Washington was, according to James David Barber's model, a "passive-negative" type, a president who sought stability as the precondition to establishing the legitimacy of the American experiment in self-government, so it was natural that he should resist innovation and generally choose the path of least resistance. In a period of intense foreign and domestic turmoil, such a president would naturally be drawn to the adviser whose counsel seemed most likely to promise tranquillity at home and safety abroad. That meant validating the power of the central government over its citizens while bowing to superior force in the conduct of foreign relations. Specifically, it meant a succession of centralizing fiscal and economic measures and a persistent tilting toward Britain in its war against revolutionary France. Hamilton's pro-British foreign policy, culminating in Jay's Treaty of 1794, could easily have been fashioned in London. In fact, Hamilton has been described as the effective minister of the British government to the American, although Washington never knew how intimate and cooperative were Hamilton's relations with the nominal representatives of George III.

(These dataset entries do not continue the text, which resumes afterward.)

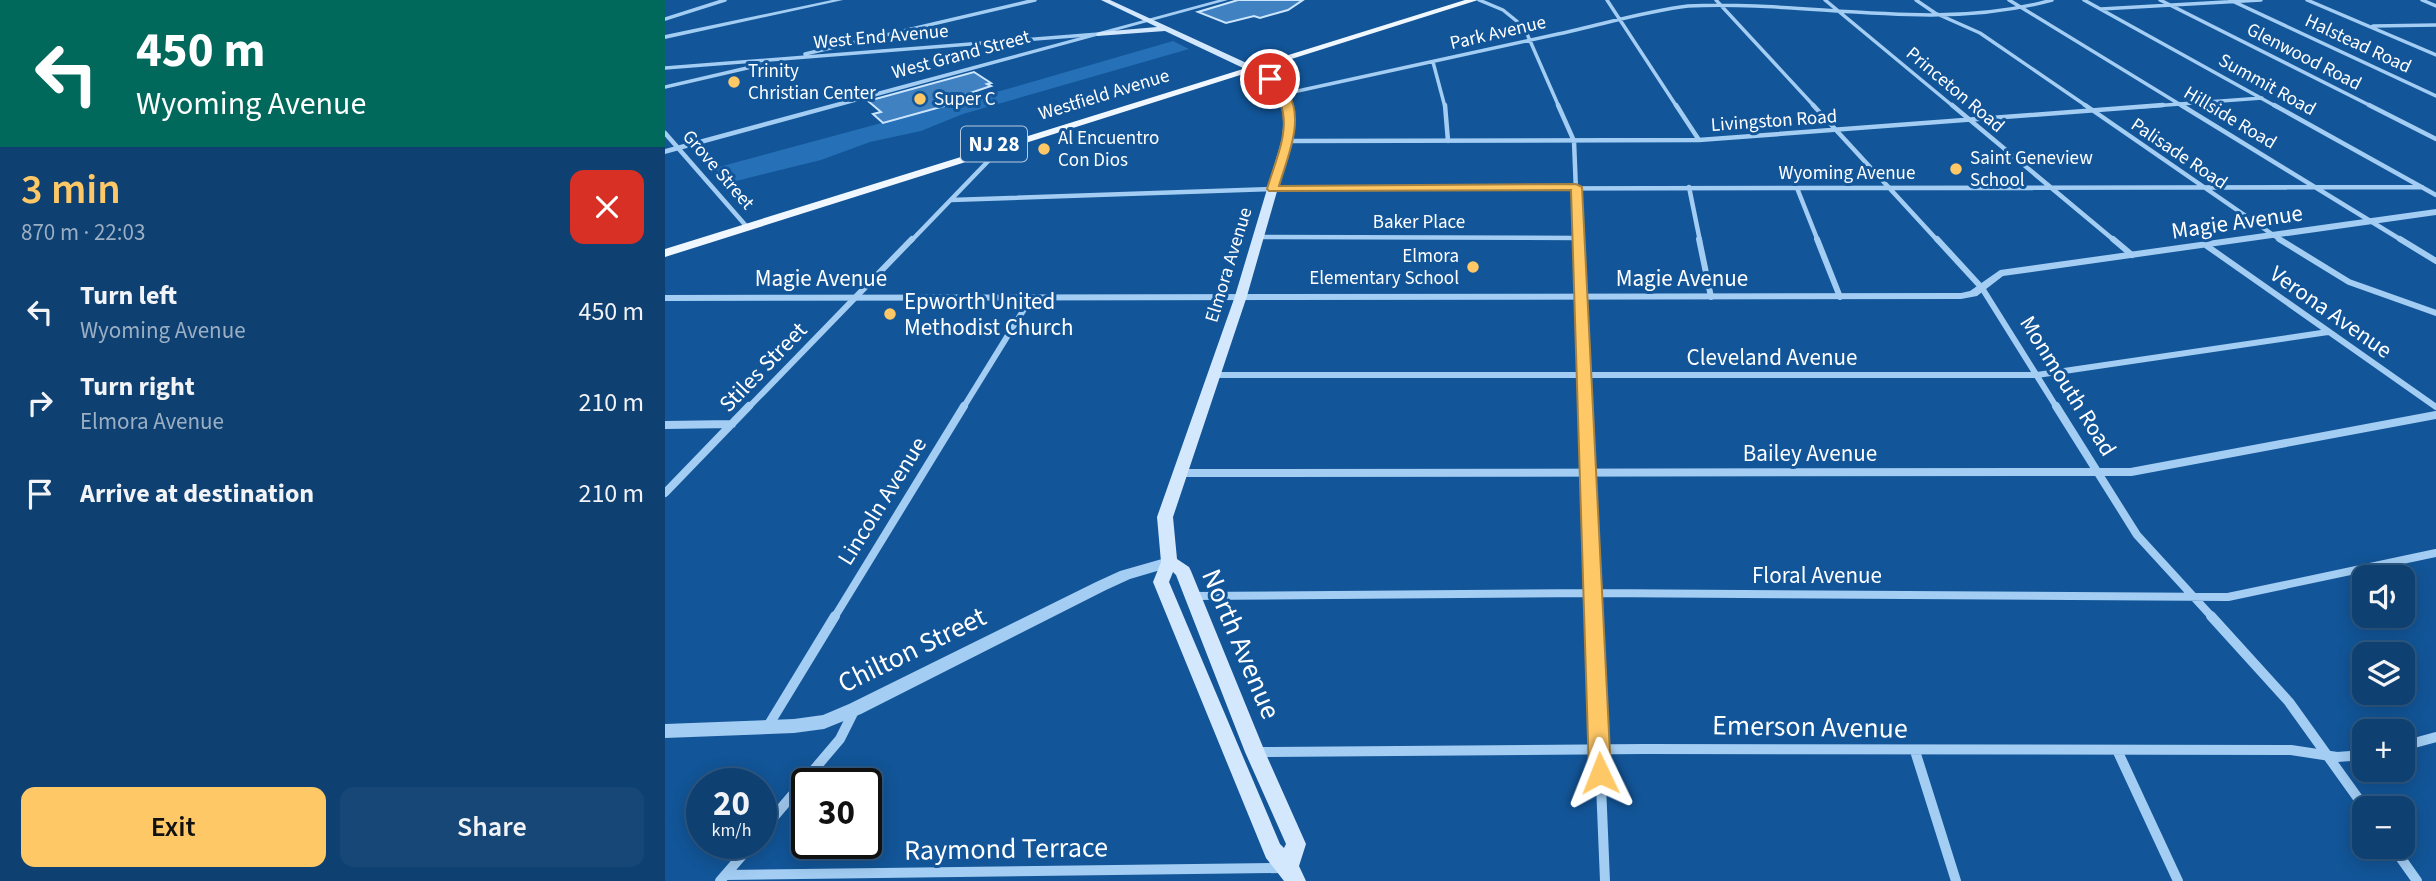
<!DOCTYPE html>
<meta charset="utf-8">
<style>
body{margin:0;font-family:"Source Sans 3",sans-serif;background:#174777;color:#f1f3f6;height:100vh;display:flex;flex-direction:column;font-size:26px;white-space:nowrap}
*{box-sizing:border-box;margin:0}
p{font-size:23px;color:#9bafc4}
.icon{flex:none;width:38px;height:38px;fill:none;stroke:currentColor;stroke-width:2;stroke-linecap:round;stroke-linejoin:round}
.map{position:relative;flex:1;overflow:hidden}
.details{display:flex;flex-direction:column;background:#0e4072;width:665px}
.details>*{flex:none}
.top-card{background:#00695c;color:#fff;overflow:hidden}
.tools{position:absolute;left:1687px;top:565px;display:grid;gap:14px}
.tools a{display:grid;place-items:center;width:63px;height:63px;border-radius:14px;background:#0e4072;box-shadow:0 4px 18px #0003,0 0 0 2px #2e5984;font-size:35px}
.speed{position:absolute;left:21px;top:768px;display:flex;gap:14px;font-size:35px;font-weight:700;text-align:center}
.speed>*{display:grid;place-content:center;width:91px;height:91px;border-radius:50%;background:#0e4072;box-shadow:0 4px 18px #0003,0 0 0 2px #2e5984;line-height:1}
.speed small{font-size:18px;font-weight:400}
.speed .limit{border:4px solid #111;border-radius:10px;background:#fff;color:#111}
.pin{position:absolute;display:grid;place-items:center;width:60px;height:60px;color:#fff;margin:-30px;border:4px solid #fff;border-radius:50%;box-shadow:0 2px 7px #0007}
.me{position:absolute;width:77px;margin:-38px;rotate:358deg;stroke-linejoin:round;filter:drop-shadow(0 0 5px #0008)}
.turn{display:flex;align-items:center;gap:24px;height:147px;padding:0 21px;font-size:32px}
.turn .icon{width:91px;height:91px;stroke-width:2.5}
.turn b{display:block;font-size:49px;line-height:60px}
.round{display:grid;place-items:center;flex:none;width:74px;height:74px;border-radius:14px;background:#174777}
.head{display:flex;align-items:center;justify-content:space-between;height:119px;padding:0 21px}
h1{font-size:42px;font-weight:600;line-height:52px;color:#ffc866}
.button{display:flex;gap:14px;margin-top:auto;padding:14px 21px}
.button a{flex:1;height:80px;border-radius:14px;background:#ffc866;color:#111;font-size:28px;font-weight:600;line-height:80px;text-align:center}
.button a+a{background:#174777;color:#f1f3f6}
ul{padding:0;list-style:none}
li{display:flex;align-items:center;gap:21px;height:91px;padding:0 21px}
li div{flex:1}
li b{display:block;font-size:26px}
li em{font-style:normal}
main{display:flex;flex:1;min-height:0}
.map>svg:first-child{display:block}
.green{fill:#2570b6}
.building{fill:#3f81c1;stroke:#cbe5fd;stroke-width:2}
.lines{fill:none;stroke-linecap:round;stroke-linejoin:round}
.minor-far4{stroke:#a3cdf3;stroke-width:3.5}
.minor-far3{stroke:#a3cdf3;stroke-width:4.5}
.minor-far2{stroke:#a3cdf3;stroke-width:6}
.minor-far1{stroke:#a3cdf3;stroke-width:8}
.minor{stroke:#a3cdf3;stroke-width:10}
.tertiary{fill:#a3cdf3;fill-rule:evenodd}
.secondary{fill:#d3e8fd;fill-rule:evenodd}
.primary{fill:#f0f7ff;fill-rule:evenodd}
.route{fill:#ffc866;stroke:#a68242;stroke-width:2}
.poi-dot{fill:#ffc866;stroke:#125598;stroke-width:2.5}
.labels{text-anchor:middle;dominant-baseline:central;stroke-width:6;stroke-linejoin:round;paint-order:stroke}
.far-street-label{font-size:19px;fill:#fff;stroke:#125598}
.far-poi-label{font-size:19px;fill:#fff;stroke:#125598;text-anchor:start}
.shield{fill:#125598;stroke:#b8cce0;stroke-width:2}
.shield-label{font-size:21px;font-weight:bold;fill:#fff}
.street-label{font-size:23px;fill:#fff;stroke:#125598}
.poi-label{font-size:23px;fill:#fff;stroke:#125598;text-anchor:start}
.near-street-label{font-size:28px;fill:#fff;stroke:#125598}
</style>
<main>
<section class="details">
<div class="top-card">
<div class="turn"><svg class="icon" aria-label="left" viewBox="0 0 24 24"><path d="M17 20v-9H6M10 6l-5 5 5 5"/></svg><div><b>450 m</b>Wyoming Avenue</div></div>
</div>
<div class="head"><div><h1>3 min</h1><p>870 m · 22:03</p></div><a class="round" style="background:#d93025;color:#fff"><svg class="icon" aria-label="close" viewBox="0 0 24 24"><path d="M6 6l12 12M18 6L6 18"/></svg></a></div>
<ul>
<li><svg class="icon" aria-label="left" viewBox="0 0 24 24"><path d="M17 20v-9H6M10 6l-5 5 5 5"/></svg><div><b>Turn left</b><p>Wyoming Avenue</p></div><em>450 m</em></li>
<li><svg class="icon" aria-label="right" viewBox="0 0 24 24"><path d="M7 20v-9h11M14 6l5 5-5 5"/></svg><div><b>Turn right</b><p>Elmora Avenue</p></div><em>210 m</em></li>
<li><svg class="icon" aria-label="arrive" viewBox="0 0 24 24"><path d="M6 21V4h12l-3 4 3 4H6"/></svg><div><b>Arrive at destination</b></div><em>210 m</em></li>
</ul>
<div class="button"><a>Exit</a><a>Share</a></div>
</section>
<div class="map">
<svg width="1771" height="881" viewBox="0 0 1771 881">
<rect width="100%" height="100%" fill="#125598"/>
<!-- green -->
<path class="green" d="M508,41L524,49L298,114L256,131L205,142L156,160L63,183L50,168L346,88Z"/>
<!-- building -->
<path class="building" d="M573,0H638L623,10L605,15L595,18L589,16L561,23L533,12Z
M309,72L326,83L322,84L326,86L302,94L308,98L218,123L208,114L216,112L203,101Z"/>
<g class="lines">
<!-- minor-far4 -->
<path class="minor-far4" d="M814,0L838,10L859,27L894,107
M942,0L1012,107
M1051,0L1150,107
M1160,0L1289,107
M1251,0L1270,13L1315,33L1423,107
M1344,0L1519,107
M1419,0L1612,107
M1495,0L1708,107
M1565,0L1771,96
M1642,0L1771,55
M1757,0L1771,6
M1436,9L1596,0
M0,19L60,0
M1708,26L1771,25
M140,54L370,0
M768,62L780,107
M0,68L434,34
M0,87L95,65
M619,94C710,74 802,54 893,34C936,25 980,11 1023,6C1143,0 1269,33 1387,0
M1474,107L1597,98"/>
<!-- minor-far3 -->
<path class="minor-far3" d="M780,105L783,141
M893,105L909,141L913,241
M1011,105L1034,140
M1148,105L1273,241
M1287,105L1450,241
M1420,105L1617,241
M1516,105L1738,241
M1609,105L1771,195
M1704,105L1771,139
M0,133L82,227
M622,141L1034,140L1498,105
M1024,187L1035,241
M1132,188L1153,241
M286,200L608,189L1757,187
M594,237L913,238
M246,241L330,154V150L324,145"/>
<!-- minor-far2 -->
<path class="minor-far2" d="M913,239L920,408
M1034,239L1046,297
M1152,239L1175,297
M1272,239L1317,288L1392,408
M1448,239L1467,255
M1614,239L1684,282L1771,313
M1735,239L1771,261
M1542,246L1771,407
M549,375H1372L1663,332
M83,408L247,239
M298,408L366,298"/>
<!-- minor-far1 -->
<path class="minor-far1" d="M920,406L929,618
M1391,406L1472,535L1548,618
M0,425L67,424
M514,473L1466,472L1771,415
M0,493L84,406
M528,596L928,593L1563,597L1771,553
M169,618L299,406"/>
<!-- minor -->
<path class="minor" d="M929,616L940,881
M1546,616L1624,702L1700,808
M103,726L170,616
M1738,746L1771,737
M1452,750L1513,881
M1250,751L1291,881
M591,752L979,749L1626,750L1672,757L1699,755
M96,832L175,739L189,711
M1728,847L1752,881
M60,875L615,868
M55,881L87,844"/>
<!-- tertiary -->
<path class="tertiary" d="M167,0H178L0,39V35Z
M553,0H563L0,154V149Z
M1771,209V215L1338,276L1312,296L1296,299L0,301V295L1296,293L1305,291L1335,270Z
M504,557L509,558L511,562L509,566L465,579L441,590L196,714L159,729L129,733L0,738V724L129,719L158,715L184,704L431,582L455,571Z"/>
<!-- secondary -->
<path class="secondary" d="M436,0H445L601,72L618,86L628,105L627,139L582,296L508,517L512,559L524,567L526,571L600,752L641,844L634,866L641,881H619L601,858L488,582L496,562L492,517L570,296L617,139L620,105L612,89L595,76L500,31L432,36L431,34L435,32L492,27ZM508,572L511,575L580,752L621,844L619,848L615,844L504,582Z"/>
<!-- primary -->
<path class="primary" d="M800,0H813L0,257V249Z"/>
</g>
<!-- route -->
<path class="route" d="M602,77H608C613,82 620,87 623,93C640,120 622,158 614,186L911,184L917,187L946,773L943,780L935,783L928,780L924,773L906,190L604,191L602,189C614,149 633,116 602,81Z"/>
<!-- markers -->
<g class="poi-dot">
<circle cx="69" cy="82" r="7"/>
<circle cx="255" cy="99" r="7"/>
<circle cx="379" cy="149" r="7"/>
<circle cx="1291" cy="169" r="7"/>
<circle cx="808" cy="267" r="7"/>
<circle cx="225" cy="314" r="7"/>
</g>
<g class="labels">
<!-- far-street labels -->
<g class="far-street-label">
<text transform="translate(833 33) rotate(-13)">Park Avenue</text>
<text transform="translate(216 37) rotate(-5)">West End Avenue</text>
<text transform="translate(1693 44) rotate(25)">Halstead Road</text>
<text transform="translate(296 55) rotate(-15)">West Grand Street</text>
<text transform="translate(1639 57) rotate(27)">Glenwood Road</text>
<text transform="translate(1602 85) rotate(29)">Summit Road</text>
<text transform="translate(1290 90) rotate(40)">Princeton Road</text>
<text transform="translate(439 95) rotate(-17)">Westfield Avenue</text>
<text transform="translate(1565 118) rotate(31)">Hillside Road</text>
<text transform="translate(1109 121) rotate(-4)">Livingston Road</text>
<text transform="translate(1514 154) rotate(34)">Palisade Road</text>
<text transform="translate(53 170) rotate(49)">Grove Street</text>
<text x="1182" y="173">Wyoming Avenue</text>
<text x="754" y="222">Baker Place</text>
<text transform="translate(564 265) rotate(-73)">Elmora Avenue</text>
</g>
<!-- far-poi labels -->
<g class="far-poi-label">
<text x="83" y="71">Trinity<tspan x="83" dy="22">Christian Center</tspan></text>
<text x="269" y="99">Super C</text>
<text x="393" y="138">Al Encuentro<tspan x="393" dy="22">Con Dios</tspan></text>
<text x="1305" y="158">Saint Geneview<tspan x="1305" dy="22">School</tspan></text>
<text x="794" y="256" text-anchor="end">Elmora<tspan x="794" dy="22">Elementary School</tspan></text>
</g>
<!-- shield labels -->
<rect class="shield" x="296" y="126.5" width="66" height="35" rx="5"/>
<g class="shield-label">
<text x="329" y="144">NJ 28</text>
</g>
<!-- street labels -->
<g class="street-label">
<text transform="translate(1572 222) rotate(-8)">Magie Avenue</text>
<text x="156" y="278">Magie Avenue</text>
<text x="1017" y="278">Magie Avenue</text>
<text transform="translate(1666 312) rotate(35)">Verona Avenue</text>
<text x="1107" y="357">Cleveland Avenue</text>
<text transform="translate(98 367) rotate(-46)">Stiles Street</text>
<text transform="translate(1403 386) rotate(58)">Monmouth Road</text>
<text x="1145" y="453">Bailey Avenue</text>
<text transform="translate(217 501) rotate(-58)">Lincoln Avenue</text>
<text x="1152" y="575">Floral Avenue</text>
</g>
<!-- poi labels -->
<g class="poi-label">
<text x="239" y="301">Epworth United<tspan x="239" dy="26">Methodist Church</tspan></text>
</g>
<!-- near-street labels -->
<g class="near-street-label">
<text transform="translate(576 644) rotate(67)">North Avenue</text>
<text transform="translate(247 650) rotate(-26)">Chilton Street</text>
<text transform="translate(1145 727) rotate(1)">Emerson Avenue</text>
<text transform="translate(341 849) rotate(-1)">Raymond Terrace</text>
</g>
</g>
</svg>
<div class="tools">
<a><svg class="icon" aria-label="sound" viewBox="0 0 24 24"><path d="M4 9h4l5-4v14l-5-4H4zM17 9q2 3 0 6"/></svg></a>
<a><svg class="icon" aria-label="layers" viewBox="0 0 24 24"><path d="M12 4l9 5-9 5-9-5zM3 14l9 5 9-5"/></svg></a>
<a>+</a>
<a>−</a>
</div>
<div class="speed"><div>20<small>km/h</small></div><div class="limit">30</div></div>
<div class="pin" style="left:605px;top:79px;background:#d93025"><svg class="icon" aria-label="arrive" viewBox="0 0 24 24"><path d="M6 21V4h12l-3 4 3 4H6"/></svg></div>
<svg class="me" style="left:935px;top:773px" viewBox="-20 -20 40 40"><path d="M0-17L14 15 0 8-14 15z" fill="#ffc866" stroke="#fff" stroke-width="4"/></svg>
</div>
</main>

By the end of Washington's second term, all dissenters to Hamiltonian policy had been purged and Hamilton himself had left office. But President John Adams, to his later undoing, kept the department heads he had inherited from Washington, most of them unswervingly loyal to Hamilton. The latter, who once wrote that he had not "lost my taste for a little politics," continued to run the government from his New York law office. Adams only later, in the midst of an undeclared war with France, realized that the advice he received from his subordinate officers originated with his arch rival. Perhaps Hamilton had this extension of his influence over the Adams administration in mind when, after Washington's death, he described their relationship: "he was an Aegis very essential to me " (Hamilton's emphasis).

After he had removed the Hamiltonian influence over his administration, Adams was able to end the Quasi-War with France. His son John Quincy Adams had recently been sent as minister to Berlin and, with the treachery of Secretary of State Timothy Pickering in mind, the president told his son to "write freely" to him but "cautiously to the office of State." It was the advice of John Quincy Adams that convinced the president that France sincerely wanted peace and led him to extricate the United States from a war only the Hamiltonian extremists wanted.

John Adams yielded to no one when it came to knowledge of foreign affairs, although until his break with the war faction in his Federalist Party, he had allowed himself to be influenced by the Hamiltonians in his cabinet and in the Senate. Jefferson, however, after the "revolution of 1800," was able to make a fresh start, with a cabinet of his own choosing and Democratic-Republican majorities in both houses of Congress. No American, save perhaps Benjamin Franklin, had had a richer diplomatic experience than the new president, and probably no president ever had a secretary of state who was closer, both personally and intellectually, than James Madison was to Jefferson. The advice of his brilliant secretary of the Treasury, Albert Gallatin, was valuable to Jefferson, but the efficiency and subtlety with which Jefferson and Madison synchronized their efforts in pursuit of American foreign policy objectives probably have never been matched.